THE TASK:
Every line of the material must be copied exactly, from the first to the last.

=== DATA ===

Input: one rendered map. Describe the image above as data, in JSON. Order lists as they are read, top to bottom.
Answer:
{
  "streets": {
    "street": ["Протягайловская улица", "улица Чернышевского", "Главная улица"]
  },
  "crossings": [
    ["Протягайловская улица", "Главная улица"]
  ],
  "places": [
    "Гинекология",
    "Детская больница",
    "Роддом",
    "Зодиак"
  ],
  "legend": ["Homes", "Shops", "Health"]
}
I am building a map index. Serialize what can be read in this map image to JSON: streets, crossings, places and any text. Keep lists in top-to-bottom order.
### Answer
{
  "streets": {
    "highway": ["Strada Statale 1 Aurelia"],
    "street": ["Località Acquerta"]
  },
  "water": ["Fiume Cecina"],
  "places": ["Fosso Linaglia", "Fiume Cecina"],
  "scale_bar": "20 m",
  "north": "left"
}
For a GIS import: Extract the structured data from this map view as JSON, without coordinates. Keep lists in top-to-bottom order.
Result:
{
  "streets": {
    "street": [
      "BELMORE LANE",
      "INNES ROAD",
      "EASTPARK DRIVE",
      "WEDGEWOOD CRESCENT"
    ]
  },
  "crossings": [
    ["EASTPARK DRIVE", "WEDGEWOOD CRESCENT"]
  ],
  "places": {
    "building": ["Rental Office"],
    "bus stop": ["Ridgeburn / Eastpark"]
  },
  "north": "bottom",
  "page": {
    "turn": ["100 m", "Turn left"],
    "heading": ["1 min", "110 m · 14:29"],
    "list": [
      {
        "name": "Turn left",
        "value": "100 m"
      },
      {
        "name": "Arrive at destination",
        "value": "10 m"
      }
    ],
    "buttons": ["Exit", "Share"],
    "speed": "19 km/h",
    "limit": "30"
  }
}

===

ANSWER TO THE PROBLEM:
Input: one rendered map. Describe the image above as data, in JSON. Order lists as they are read, top to bottom.
Answer:
{
  "streets": {
    "street": ["Протягайловская улица", "улица Чернышевского", "Главная улица"]
  },
  "crossings": [
    ["Протягайловская улица", "Главная улица"]
  ],
  "places": [
    "Гинекология",
    "Детская больница",
    "Роддом",
    "Зодиак"
  ],
  "legend": ["Homes", "Shops", "Health"]
}
I am building a map index. Serialize what can be read in this map image to JSON: streets, crossings, places and any text. Keep lists in top-to-bottom order.
### Answer
{
  "streets": {
    "highway": ["Strada Statale 1 Aurelia"],
    "street": ["Località Acquerta"]
  },
  "water": ["Fiume Cecina"],
  "places": ["Fosso Linaglia", "Fiume Cecina"],
  "scale_bar": "20 m",
  "north": "left"
}
For a GIS import: Extract the structured data from this map view as JSON, without coordinates. Keep lists in top-to-bottom order.
Result:
{
  "streets": {
    "street": [
      "BELMORE LANE",
      "INNES ROAD",
      "EASTPARK DRIVE",
      "WEDGEWOOD CRESCENT"
    ]
  },
  "crossings": [
    ["EASTPARK DRIVE", "WEDGEWOOD CRESCENT"]
  ],
  "places": {
    "building": ["Rental Office"],
    "bus stop": ["Ridgeburn / Eastpark"]
  },
  "north": "bottom",
  "page": {
    "turn": ["100 m", "Turn left"],
    "heading": ["1 min", "110 m · 14:29"],
    "list": [
      {
        "name": "Turn left",
        "value": "100 m"
      },
      {
        "name": "Arrive at destination",
        "value": "10 m"
      }
    ],
    "buttons": ["Exit", "Share"],
    "speed": "19 km/h",
    "limit": "30"
  }
}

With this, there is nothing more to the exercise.